● What this task involves: Every entry needs to be written out again exactly, with its pictures removed.

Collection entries
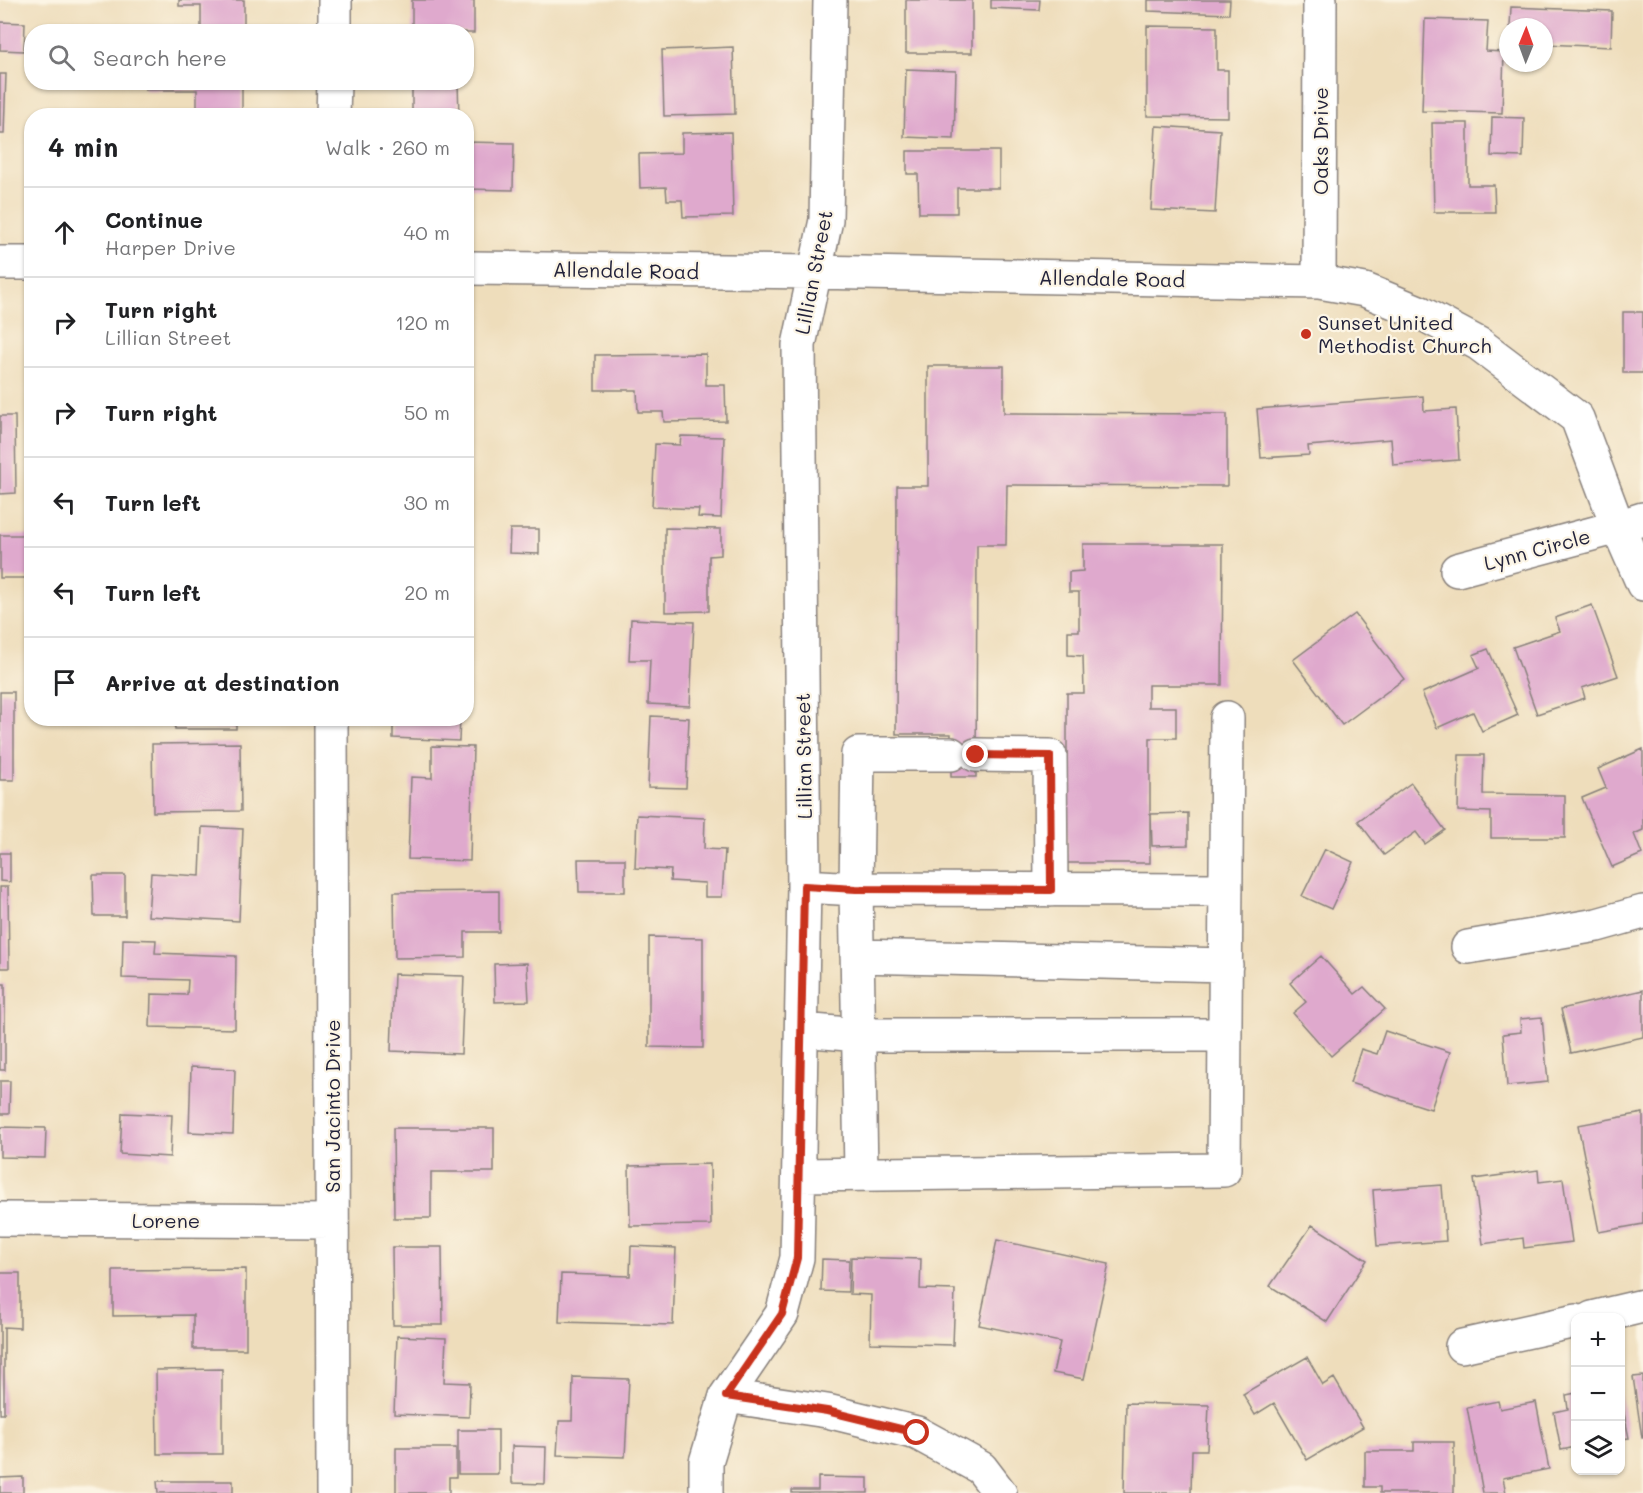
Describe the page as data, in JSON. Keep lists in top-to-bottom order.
{
  "streets": {
    "street": [
      "Oaks Drive",
      "Allendale Road",
      "Lillian Street",
      "Lynn Circle",
      "San Jacinto Drive",
      "Lorene"
    ]
  },
  "crossings": [
    ["Oaks Drive", "Allendale Road"],
    ["Allendale Road", "Lillian Street"],
    ["Allendale Road", "Lynn Circle"],
    ["San Jacinto Drive", "Lorene"]
  ],
  "places": ["Sunset United Methodist Church"],
  "north": "top",
  "page": {
    "search": "Search here",
    "heading": ["4 min", "Walk · 260 m"],
    "list": [
      ["Continue", "Harper Drive", "40 m"],
      ["Turn right", "Lillian Street", "120 m"],
      ["Turn right", "50 m"],
      ["Turn left", "30 m"],
      ["Turn left", "20 m"],
      "Arrive at destination"
    ],
    "map_buttons": ["+", "−"]
  }
}
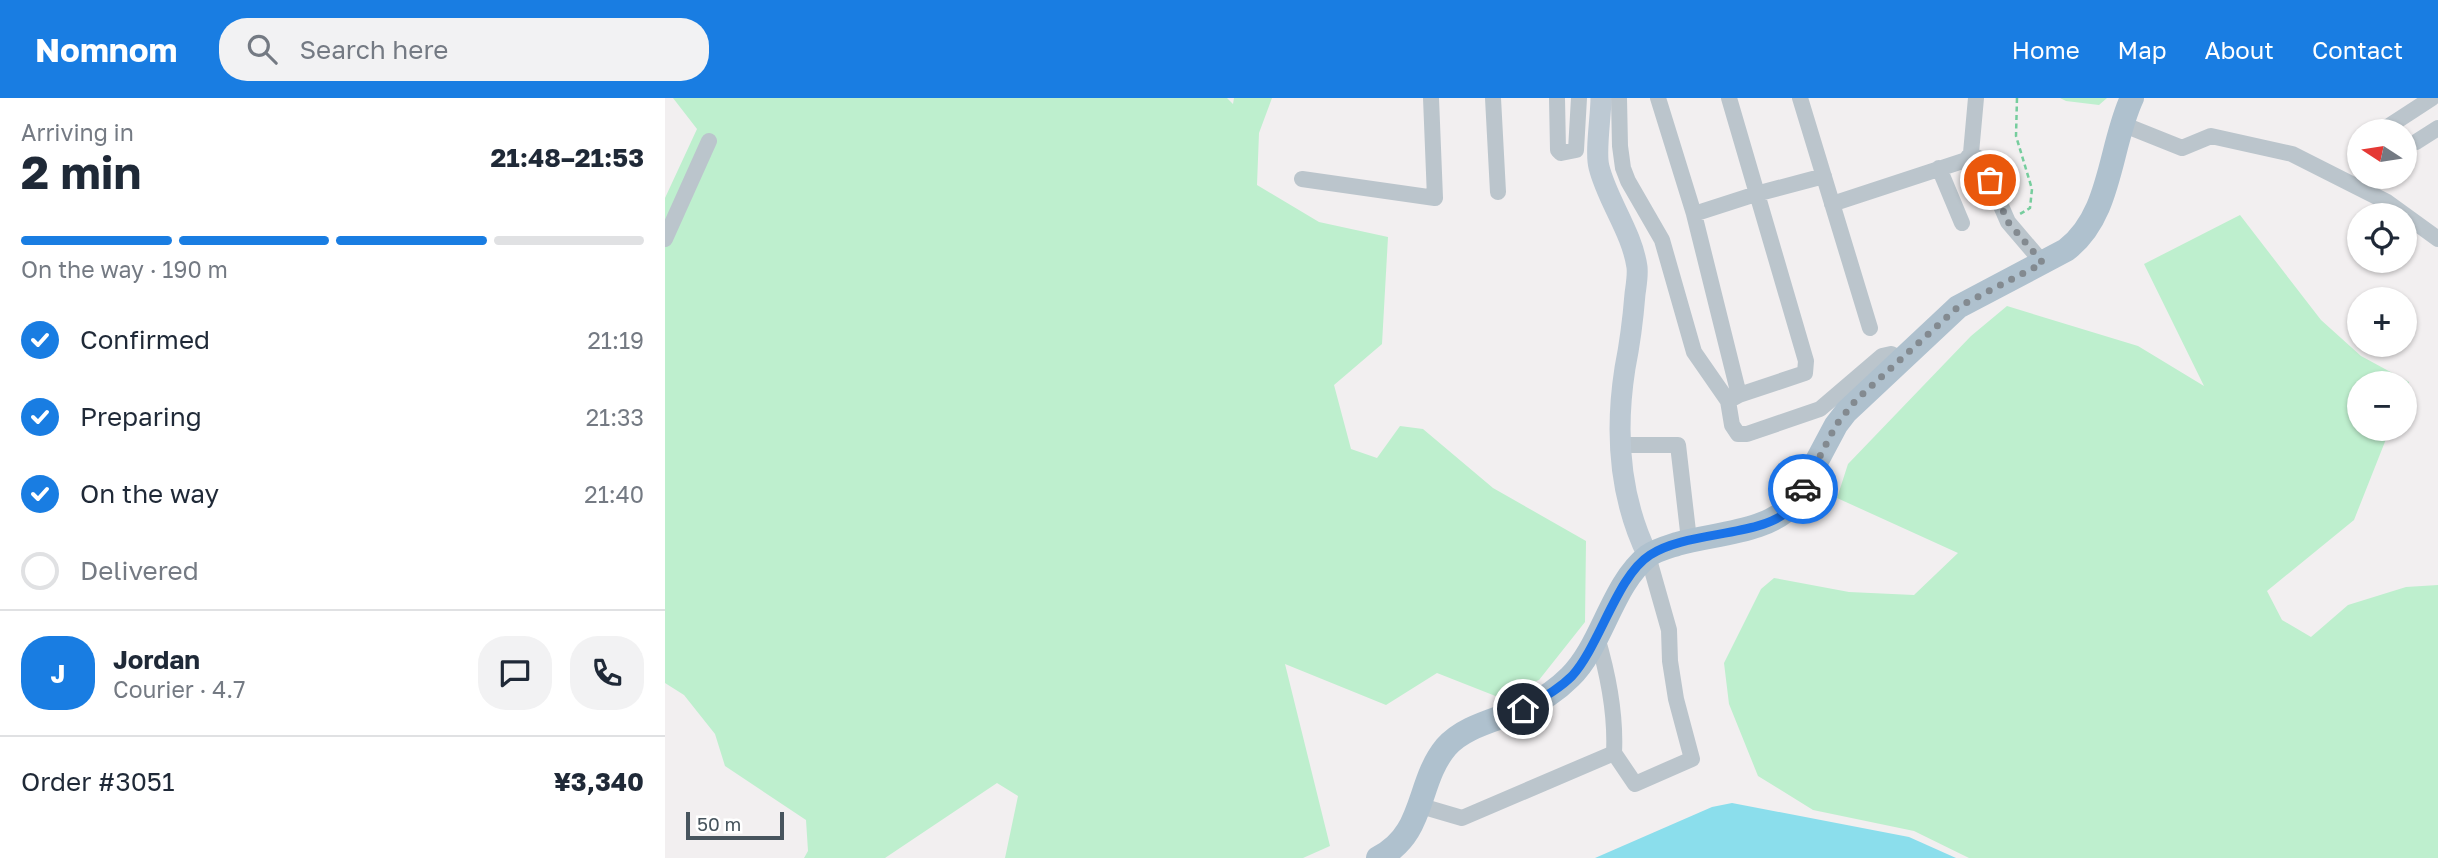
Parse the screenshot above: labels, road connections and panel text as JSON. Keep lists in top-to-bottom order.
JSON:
{
  "scale_bar": "50 m",
  "north": "left",
  "page": {
    "header": "Nomnom",
    "search": "Search here",
    "nav": [
      "Home",
      "Map",
      "About",
      "Contact"
    ],
    "heading": ["2 min", "Arriving in", "21:48–21:53"],
    "panel": [
      "Jordan",
      "Courier · 4.7",
      "Order #3051",
      "¥3,340"
    ],
    "map_buttons": ["+", "−"],
    "bar": "On the way · 190 m",
    "list": [
      ["Confirmed", "21:19"],
      ["Preparing", "21:33"],
      ["On the way", "21:40"],
      "Delivered"
    ],
    "round": "J",
    "scale": "50 m"
  }
}
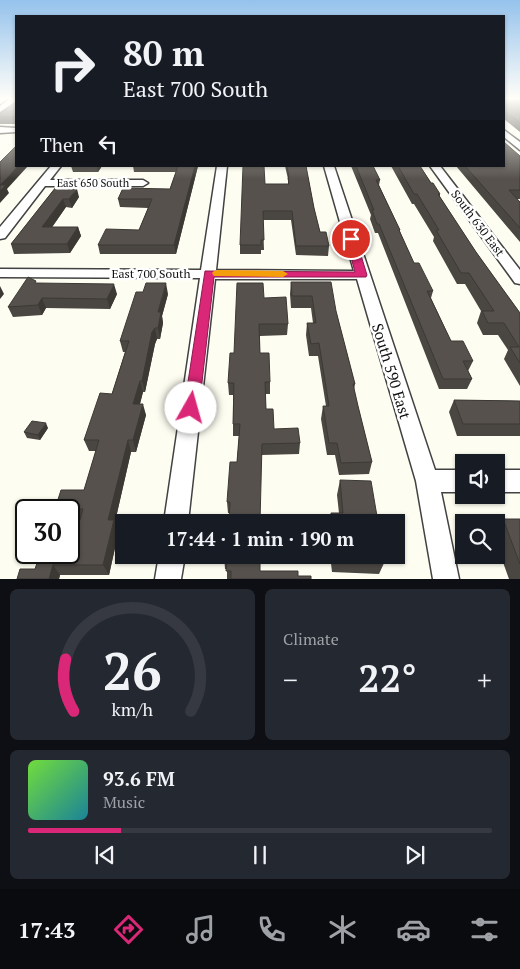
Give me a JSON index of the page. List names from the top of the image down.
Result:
{
  "streets": {
    "street": [
      "East 650 South",
      "South 630 East",
      "East 700 South",
      "South 590 East"
    ]
  },
  "crossings": [
    ["East 700 South", "South 590 East"]
  ],
  "page": {
    "turn": ["80 m", "East 700 South"],
    "then": "Then",
    "limit": "30",
    "trip": "17:44 · 1 min · 190 m",
    "tile": "Climate",
    "heat": ["−", "22°", "+"],
    "song": ["93.6 FM", "Music"],
    "tabs": "17:43",
    "gauge": ["26", "km/h"]
  }
}
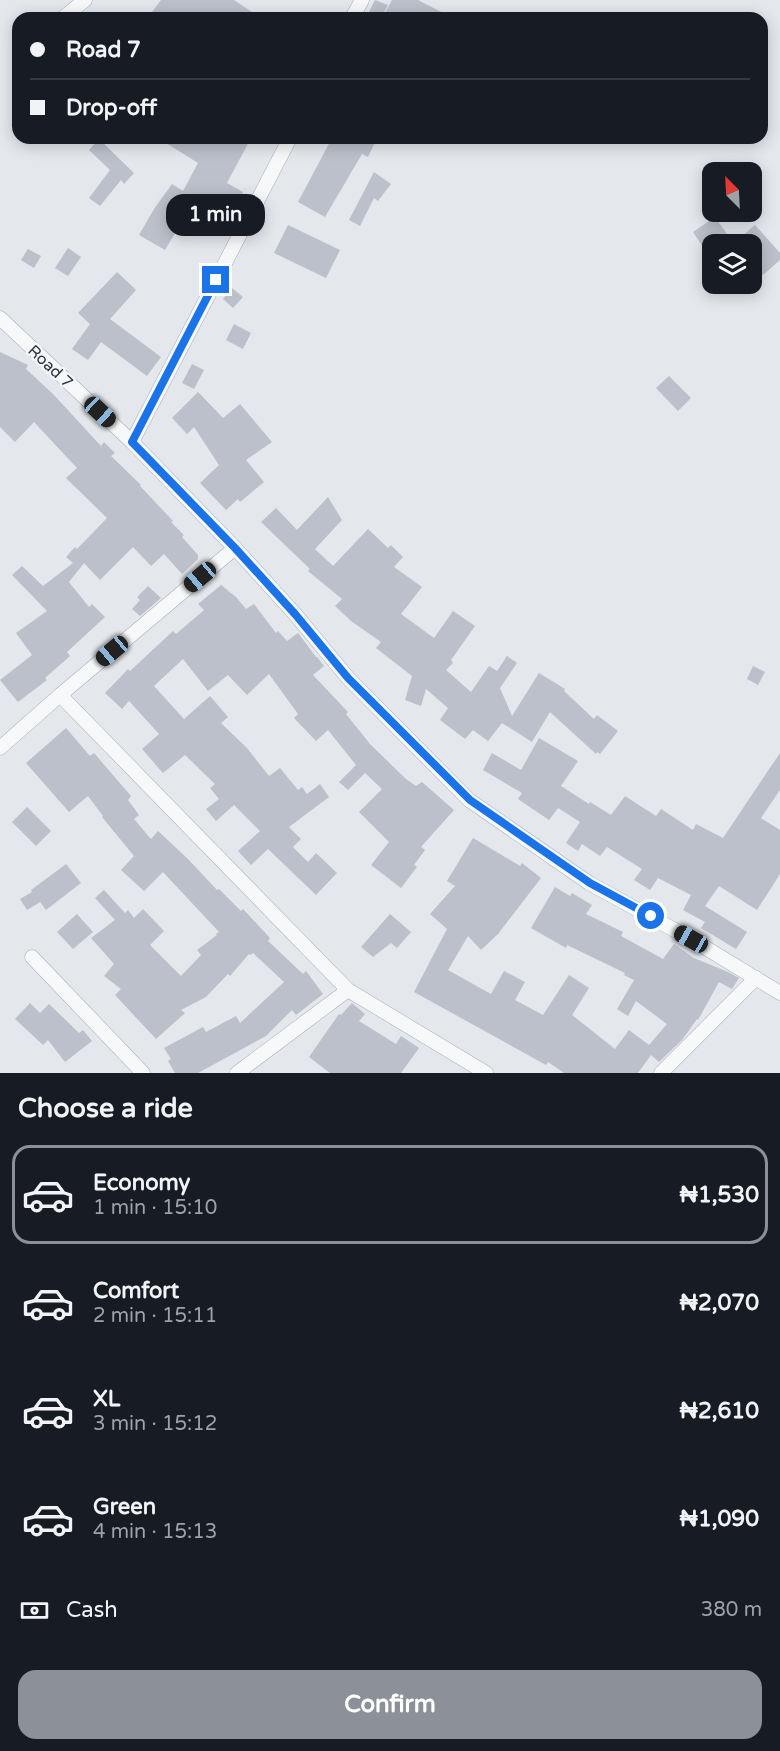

● Your response:
Describe the page as data, in JSON. Keep lists in top-to-bottom order.
{
  "streets": {
    "street": [
      "Oaks Drive",
      "Allendale Road",
      "Lillian Street",
      "Lynn Circle",
      "San Jacinto Drive",
      "Lorene"
    ]
  },
  "crossings": [
    ["Oaks Drive", "Allendale Road"],
    ["Allendale Road", "Lillian Street"],
    ["Allendale Road", "Lynn Circle"],
    ["San Jacinto Drive", "Lorene"]
  ],
  "places": ["Sunset United Methodist Church"],
  "north": "top",
  "page": {
    "search": "Search here",
    "heading": ["4 min", "Walk · 260 m"],
    "list": [
      ["Continue", "Harper Drive", "40 m"],
      ["Turn right", "Lillian Street", "120 m"],
      ["Turn right", "50 m"],
      ["Turn left", "30 m"],
      ["Turn left", "20 m"],
      "Arrive at destination"
    ],
    "map_buttons": ["+", "−"]
  }
}
Parse the screenshot above: labels, road connections and panel text as JSON. Keep lists in top-to-bottom order.
JSON:
{
  "scale_bar": "50 m",
  "north": "left",
  "page": {
    "header": "Nomnom",
    "search": "Search here",
    "nav": [
      "Home",
      "Map",
      "About",
      "Contact"
    ],
    "heading": ["2 min", "Arriving in", "21:48–21:53"],
    "panel": [
      "Jordan",
      "Courier · 4.7",
      "Order #3051",
      "¥3,340"
    ],
    "map_buttons": ["+", "−"],
    "bar": "On the way · 190 m",
    "list": [
      ["Confirmed", "21:19"],
      ["Preparing", "21:33"],
      ["On the way", "21:40"],
      "Delivered"
    ],
    "round": "J",
    "scale": "50 m"
  }
}
Give me a JSON index of the page. List names from the top of the image down.
Result:
{
  "streets": {
    "street": [
      "East 650 South",
      "South 630 East",
      "East 700 South",
      "South 590 East"
    ]
  },
  "crossings": [
    ["East 700 South", "South 590 East"]
  ],
  "page": {
    "turn": ["80 m", "East 700 South"],
    "then": "Then",
    "limit": "30",
    "trip": "17:44 · 1 min · 190 m",
    "tile": "Climate",
    "heat": ["−", "22°", "+"],
    "song": ["93.6 FM", "Music"],
    "tabs": "17:43",
    "gauge": ["26", "km/h"]
  }
}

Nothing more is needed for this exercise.